WHAT IS REQUIRED >> Restate the listing below word for word; no pictures belong in the copy.

DATA UNDER STUDY >>
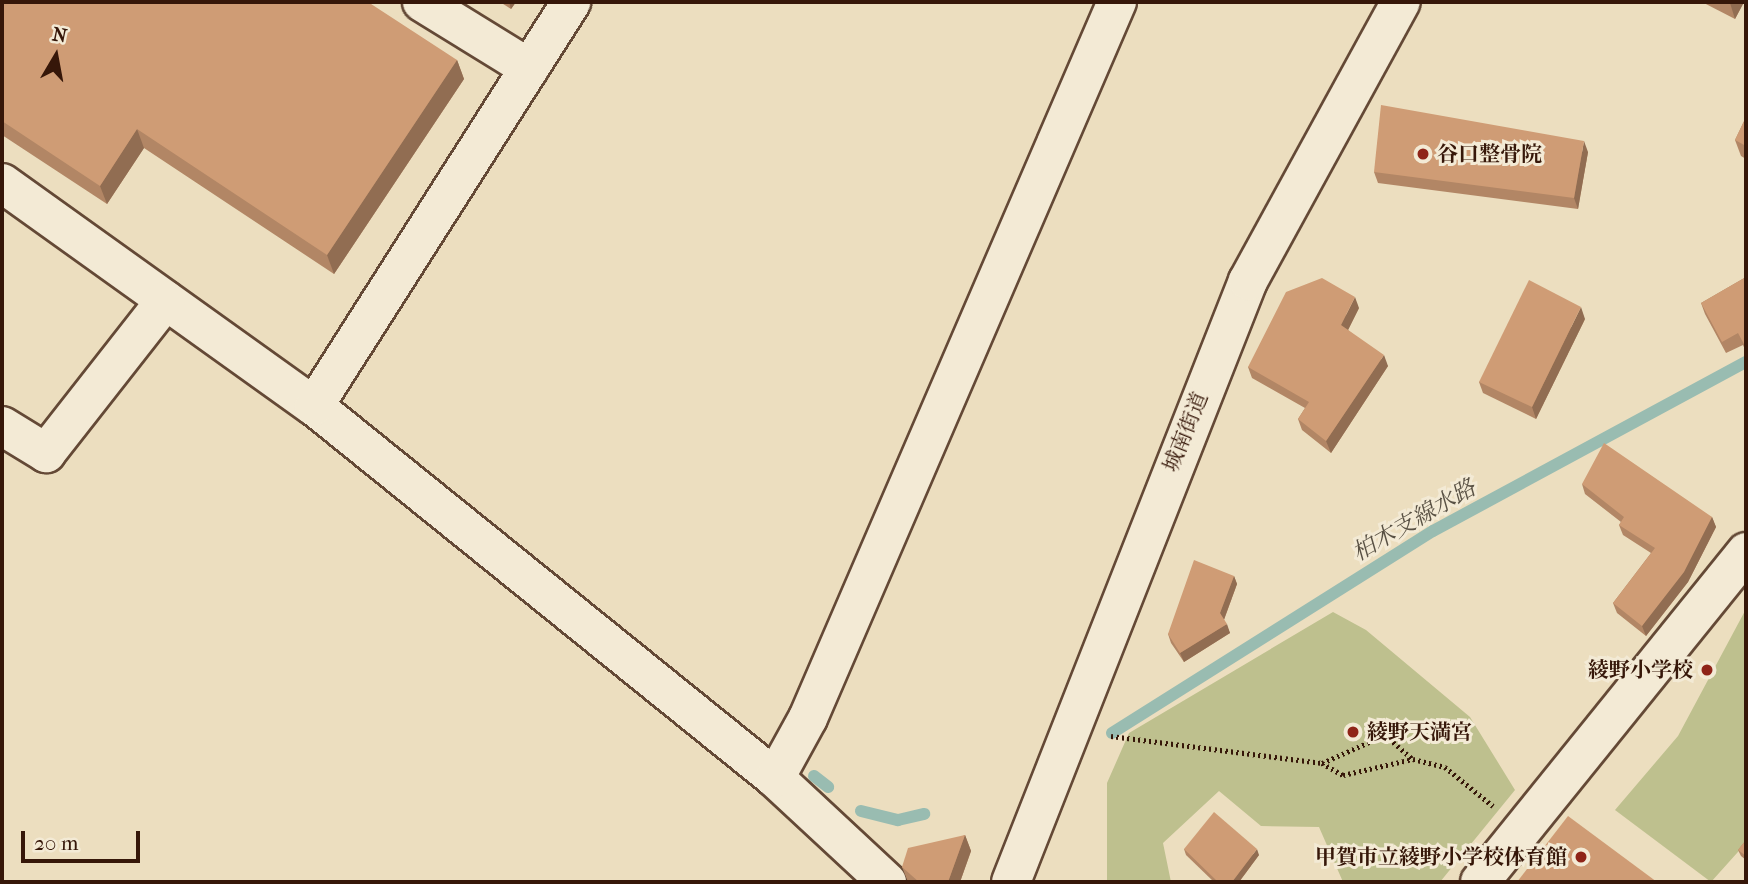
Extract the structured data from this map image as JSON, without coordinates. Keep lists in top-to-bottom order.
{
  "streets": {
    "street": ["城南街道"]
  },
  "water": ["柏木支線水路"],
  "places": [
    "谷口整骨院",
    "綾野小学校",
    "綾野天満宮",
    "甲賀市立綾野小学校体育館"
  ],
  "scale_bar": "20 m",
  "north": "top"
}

YOUR RESPONSE >>
Extract the structured data from this map image as JSON, without coordinates. Keep lists in top-to-bottom order.
{
  "streets": {
    "street": ["城南街道"]
  },
  "water": ["柏木支線水路"],
  "places": [
    "谷口整骨院",
    "綾野小学校",
    "綾野天満宮",
    "甲賀市立綾野小学校体育館"
  ],
  "scale_bar": "20 m",
  "north": "top"
}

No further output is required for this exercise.